_Exercise prompt_
Where a line holds the word "Ánimas", copy that line from the data below.
============
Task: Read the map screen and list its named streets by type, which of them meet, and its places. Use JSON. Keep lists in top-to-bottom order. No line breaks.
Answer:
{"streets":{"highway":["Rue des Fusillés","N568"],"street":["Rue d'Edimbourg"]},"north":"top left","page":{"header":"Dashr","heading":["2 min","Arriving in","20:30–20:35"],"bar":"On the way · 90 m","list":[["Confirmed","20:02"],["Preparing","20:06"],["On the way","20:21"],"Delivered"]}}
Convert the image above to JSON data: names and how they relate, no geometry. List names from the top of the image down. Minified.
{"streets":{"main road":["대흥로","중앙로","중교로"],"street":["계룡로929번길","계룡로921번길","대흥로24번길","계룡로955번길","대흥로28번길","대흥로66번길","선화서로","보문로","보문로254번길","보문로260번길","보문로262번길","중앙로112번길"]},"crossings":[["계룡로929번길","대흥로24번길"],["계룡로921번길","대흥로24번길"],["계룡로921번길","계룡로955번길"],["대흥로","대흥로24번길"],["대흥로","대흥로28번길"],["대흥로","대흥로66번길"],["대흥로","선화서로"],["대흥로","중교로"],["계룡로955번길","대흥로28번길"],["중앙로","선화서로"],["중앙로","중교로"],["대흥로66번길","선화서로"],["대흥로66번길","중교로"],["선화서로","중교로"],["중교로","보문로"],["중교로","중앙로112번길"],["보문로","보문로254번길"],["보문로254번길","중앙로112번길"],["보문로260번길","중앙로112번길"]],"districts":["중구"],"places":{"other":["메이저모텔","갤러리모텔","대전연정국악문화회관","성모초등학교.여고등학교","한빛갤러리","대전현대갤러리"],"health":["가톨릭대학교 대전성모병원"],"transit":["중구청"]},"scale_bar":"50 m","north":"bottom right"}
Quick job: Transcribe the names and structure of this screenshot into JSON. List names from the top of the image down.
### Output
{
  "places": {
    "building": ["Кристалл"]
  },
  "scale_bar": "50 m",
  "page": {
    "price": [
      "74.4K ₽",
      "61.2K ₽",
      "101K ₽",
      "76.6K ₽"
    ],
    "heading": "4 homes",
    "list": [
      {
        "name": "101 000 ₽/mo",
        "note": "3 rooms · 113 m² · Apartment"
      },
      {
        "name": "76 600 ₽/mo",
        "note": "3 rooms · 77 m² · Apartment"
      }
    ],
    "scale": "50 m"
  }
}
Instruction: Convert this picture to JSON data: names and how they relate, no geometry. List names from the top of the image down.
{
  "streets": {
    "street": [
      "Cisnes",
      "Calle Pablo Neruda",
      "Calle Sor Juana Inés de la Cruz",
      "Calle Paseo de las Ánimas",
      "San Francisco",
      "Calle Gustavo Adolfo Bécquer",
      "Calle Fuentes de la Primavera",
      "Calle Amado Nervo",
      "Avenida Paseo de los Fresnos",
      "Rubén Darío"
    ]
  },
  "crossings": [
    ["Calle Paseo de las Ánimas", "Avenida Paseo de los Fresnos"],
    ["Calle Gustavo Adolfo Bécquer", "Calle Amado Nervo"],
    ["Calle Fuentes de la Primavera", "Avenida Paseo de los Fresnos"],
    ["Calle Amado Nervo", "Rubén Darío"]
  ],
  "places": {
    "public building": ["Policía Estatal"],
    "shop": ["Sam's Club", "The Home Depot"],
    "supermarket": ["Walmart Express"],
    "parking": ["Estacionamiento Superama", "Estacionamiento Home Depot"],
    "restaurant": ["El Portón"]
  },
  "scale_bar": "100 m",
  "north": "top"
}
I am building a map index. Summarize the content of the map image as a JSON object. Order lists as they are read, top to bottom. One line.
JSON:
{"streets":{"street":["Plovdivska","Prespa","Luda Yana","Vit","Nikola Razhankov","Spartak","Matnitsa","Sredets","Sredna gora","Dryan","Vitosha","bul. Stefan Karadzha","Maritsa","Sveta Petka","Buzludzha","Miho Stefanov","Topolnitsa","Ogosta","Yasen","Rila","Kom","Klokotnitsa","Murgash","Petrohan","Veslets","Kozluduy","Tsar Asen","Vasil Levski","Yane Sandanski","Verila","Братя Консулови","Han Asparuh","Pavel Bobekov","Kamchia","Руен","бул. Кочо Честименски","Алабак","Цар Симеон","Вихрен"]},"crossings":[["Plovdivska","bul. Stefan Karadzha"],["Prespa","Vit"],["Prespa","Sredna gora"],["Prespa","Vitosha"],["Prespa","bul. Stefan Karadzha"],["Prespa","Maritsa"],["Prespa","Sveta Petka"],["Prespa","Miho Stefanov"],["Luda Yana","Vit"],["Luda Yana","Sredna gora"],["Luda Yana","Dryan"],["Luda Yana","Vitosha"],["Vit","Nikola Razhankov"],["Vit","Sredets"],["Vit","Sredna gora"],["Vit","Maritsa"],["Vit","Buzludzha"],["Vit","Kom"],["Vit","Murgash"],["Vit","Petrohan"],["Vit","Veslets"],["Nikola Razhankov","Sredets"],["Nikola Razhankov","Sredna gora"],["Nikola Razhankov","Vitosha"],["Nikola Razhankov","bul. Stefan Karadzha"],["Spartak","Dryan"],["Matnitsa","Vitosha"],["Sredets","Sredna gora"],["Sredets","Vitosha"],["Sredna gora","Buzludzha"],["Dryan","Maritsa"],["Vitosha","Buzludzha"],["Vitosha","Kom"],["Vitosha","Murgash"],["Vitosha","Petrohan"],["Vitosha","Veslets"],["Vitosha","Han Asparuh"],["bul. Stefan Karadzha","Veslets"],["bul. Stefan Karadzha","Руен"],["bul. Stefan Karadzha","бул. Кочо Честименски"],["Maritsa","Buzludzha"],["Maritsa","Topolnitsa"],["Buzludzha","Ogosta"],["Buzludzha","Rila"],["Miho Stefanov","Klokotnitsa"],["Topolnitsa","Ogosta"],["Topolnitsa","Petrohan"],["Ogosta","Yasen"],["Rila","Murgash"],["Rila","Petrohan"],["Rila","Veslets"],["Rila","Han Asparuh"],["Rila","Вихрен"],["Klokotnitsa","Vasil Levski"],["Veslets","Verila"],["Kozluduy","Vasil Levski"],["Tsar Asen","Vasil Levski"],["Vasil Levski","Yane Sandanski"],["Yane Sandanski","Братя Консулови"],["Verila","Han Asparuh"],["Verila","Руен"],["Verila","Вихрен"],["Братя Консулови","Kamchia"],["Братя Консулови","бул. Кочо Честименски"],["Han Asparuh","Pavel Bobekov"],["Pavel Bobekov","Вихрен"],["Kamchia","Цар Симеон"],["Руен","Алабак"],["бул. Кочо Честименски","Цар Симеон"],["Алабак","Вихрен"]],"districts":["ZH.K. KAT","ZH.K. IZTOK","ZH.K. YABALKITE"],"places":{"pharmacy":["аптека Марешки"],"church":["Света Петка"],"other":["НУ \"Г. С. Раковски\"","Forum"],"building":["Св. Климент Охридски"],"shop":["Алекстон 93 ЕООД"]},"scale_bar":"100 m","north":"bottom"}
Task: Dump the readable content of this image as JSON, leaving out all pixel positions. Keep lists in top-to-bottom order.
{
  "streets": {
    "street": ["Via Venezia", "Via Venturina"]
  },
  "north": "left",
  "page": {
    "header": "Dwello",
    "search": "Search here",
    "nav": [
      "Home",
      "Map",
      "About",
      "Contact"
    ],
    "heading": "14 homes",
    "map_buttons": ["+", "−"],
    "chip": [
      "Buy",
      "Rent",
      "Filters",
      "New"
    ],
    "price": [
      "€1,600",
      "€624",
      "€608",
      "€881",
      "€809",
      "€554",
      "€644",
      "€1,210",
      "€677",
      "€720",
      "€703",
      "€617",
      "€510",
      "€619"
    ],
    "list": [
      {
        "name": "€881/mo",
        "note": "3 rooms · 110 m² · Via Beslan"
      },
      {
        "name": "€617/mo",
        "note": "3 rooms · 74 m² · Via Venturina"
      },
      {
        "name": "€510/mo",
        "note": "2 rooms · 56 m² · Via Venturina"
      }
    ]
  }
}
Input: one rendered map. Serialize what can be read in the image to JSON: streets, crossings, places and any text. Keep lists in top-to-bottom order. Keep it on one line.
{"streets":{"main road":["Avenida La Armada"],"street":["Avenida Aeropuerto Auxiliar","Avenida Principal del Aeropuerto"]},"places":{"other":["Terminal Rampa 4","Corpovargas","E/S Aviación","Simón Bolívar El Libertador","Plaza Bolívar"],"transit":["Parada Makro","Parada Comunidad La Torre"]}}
============
_Response for this exercise_
      "Calle Paseo de las Ánimas",
    ["Calle Paseo de las Ánimas", "Avenida Paseo de los Fresnos"],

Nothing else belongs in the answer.